The shadow-casting sample code on roguebasin has some strange ideas about coordinate systems, declaring octants in an unconventional fashion. I created an implementation in C# that uses the 2D coordinate system favored by game engines (origin in bottom-left, positive coordinates go up and to the right), has somewhat more descriptive variable names, and has a fair number of comments.
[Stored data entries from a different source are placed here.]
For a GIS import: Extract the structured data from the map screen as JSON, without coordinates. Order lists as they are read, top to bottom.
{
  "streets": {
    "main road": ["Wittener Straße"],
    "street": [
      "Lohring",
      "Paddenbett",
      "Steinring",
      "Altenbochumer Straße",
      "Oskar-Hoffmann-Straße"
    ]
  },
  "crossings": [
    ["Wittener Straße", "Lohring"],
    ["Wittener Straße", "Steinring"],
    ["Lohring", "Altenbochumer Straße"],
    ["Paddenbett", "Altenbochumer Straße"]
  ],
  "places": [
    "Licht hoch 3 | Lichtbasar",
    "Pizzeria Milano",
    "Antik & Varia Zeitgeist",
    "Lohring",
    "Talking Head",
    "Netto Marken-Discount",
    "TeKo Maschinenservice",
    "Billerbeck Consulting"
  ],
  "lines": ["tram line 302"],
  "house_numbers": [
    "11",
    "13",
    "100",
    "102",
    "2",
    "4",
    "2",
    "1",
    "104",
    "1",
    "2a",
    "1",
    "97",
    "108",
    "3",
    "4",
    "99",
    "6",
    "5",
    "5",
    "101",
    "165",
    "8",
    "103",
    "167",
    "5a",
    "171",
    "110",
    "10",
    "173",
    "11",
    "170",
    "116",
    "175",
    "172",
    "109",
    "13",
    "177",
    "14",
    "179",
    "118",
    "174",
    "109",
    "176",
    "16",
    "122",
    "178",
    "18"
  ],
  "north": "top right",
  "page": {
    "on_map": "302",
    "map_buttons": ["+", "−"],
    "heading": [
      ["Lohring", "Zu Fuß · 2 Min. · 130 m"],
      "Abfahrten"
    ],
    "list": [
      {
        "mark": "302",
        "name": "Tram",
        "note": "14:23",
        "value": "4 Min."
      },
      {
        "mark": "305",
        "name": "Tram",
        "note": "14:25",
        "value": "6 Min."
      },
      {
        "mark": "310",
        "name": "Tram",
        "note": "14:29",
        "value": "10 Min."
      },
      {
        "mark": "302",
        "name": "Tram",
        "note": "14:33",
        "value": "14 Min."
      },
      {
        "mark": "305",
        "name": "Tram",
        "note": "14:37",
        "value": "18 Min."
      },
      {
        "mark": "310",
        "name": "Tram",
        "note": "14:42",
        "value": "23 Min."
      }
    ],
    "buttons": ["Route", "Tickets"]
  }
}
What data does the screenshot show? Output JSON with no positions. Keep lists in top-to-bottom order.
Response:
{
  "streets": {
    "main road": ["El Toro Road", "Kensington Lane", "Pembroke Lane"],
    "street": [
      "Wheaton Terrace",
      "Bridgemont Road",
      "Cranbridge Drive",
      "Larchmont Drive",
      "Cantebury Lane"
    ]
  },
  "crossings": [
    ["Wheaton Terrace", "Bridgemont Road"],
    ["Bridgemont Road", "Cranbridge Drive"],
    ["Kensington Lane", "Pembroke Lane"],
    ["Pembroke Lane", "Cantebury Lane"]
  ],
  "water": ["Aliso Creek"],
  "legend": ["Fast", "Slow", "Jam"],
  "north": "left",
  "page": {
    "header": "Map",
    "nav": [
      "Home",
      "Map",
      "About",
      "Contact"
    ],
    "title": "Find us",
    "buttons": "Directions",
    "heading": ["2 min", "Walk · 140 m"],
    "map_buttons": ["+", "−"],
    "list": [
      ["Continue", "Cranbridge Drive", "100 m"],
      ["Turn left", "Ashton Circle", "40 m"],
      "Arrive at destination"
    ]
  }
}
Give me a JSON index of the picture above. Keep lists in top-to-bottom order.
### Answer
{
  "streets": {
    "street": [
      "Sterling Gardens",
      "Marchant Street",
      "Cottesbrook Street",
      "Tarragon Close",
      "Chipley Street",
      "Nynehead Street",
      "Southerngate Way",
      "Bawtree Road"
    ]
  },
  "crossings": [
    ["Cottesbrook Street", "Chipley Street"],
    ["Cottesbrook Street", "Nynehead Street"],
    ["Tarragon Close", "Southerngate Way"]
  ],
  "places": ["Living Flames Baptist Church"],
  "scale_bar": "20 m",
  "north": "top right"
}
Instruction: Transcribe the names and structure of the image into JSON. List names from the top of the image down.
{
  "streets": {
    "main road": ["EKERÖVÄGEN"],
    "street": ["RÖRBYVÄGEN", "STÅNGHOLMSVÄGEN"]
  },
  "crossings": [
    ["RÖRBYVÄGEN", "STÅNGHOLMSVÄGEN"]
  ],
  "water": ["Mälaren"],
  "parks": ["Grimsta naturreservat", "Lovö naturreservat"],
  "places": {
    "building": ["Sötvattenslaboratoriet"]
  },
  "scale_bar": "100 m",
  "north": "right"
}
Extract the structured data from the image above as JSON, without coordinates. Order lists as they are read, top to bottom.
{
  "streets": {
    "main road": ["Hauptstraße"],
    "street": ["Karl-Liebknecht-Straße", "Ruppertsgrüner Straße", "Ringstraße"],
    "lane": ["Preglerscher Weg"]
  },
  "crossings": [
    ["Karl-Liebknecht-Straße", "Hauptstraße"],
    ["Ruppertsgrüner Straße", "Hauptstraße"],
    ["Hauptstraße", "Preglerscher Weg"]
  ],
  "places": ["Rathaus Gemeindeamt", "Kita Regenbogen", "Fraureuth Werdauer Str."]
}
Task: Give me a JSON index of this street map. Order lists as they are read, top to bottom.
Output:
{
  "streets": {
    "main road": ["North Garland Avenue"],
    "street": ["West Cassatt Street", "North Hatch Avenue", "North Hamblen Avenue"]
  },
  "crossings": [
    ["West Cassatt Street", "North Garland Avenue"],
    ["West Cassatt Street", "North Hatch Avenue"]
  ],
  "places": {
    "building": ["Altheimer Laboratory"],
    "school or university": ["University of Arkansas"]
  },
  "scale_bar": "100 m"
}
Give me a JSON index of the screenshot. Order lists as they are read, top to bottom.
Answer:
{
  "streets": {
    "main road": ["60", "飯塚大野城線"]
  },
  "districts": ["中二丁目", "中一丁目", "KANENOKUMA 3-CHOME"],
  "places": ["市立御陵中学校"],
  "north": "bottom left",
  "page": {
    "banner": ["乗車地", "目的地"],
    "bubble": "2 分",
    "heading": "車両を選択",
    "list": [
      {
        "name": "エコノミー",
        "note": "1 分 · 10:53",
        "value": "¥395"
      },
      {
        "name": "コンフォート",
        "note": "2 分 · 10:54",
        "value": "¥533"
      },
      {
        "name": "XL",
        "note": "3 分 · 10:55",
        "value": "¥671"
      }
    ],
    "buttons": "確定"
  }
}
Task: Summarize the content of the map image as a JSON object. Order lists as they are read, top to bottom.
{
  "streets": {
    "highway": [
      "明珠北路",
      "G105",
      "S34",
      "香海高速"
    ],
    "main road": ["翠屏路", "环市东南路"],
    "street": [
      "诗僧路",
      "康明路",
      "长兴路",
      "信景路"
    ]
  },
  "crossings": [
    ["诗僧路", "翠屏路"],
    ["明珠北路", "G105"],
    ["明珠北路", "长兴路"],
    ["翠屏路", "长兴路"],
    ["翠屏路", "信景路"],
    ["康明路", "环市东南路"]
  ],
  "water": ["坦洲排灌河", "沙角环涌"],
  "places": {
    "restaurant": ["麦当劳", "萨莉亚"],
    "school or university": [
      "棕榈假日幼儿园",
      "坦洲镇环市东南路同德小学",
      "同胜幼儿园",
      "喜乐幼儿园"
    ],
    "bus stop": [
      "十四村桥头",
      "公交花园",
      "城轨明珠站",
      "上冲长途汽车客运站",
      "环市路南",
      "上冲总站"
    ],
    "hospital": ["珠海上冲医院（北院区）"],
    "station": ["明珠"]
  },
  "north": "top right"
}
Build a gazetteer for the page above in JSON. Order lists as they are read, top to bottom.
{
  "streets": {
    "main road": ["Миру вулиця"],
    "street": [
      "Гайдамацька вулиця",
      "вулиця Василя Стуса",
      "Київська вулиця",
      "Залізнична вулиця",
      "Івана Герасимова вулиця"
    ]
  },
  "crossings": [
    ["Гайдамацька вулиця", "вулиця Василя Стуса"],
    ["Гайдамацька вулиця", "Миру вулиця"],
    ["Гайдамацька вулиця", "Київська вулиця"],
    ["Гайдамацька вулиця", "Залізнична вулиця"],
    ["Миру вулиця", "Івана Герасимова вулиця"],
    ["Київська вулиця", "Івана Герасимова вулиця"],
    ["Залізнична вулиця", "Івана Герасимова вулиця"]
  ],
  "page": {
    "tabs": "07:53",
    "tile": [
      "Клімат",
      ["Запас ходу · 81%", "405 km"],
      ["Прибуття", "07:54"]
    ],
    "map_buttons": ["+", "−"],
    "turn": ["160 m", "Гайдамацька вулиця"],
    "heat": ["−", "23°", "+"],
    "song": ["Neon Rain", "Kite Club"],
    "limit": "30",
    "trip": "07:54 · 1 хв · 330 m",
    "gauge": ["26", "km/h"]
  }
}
The original article follows.

From fadden@uts.amdahl.com Wed May 11 20:44:14 CDT 1994
Article: 22875 of rec.games.programmer
Newsgroups: rec.games.programmer
Path: rice!newsfeed.rice.edu!cs.utexas.edu!convex!news.duke.edu
From: fadden@uts.amdahl.com (Andy McFadden)
Subject: Re: Line of Sight algorithm
Message-ID: <1994May9.205814.28187@uts.amdahl.com>
Organization: Amdahl Corporation, Sunnyvale CA
References: <dkennett.767980076@sfu.ca> 
Date: Mon, 9 May 1994 20:58:14 GMT
Lines: 418

In article <67056@sdcc12.ucsd.edu> awiggins@sdcc5.ucsd.edu (Adam Wiggins) writes:
>>myself, I've noticed a problem.  If the viewer is close to a wall, it will
>>not be able to see down the wall's length (when it should be able to).
>>So we want to check to see if 'b' is visible from 'a'.  The path the
>>bresenham algorithm would take is:
>>The problem is then that when it reaches '3', it detects a wall and
>>returns an invisible result.

Here's a couple of items that may be of help.  The first is jnh's original
table-driven line-of-sight scheme, which works for most things but fails
for cases like you describe above.  The second is a description of some
stuff I was playing with a little while back, which works around the
problem to give "correct" shading.  It can also be used for line-of-sight

(This is kinda long.)

From: jnh@ecemwl.ncsu.edu (Joseph N. Hall)
Newsgroups: rec.games.programmer
Subject: Shading and line-of-sight calculation _en_masse_...
Date: 25 Sep 89 17:10:09 GMT

Here is a rough presentation of the technique for calculating shading and
visibility that I had mentioned earlier.



A Fast Algorithm for Calculating Shading and Visibility in a
Two-Dimensional Field

By Joseph Hall
Applications Programmer, North Carolina State University

This document copyright 1989 by Joseph Hall.  It may be reproduced in
entirety for distribution for any purpose, so long as no fee whatsoever
is charged for its distribution and no attempt is made to restrict its
distribution.  No other use is allowed without permission from the author.
Permission from the author must be obtained if a substantial portion of
this document is to be included in another copyrighted work.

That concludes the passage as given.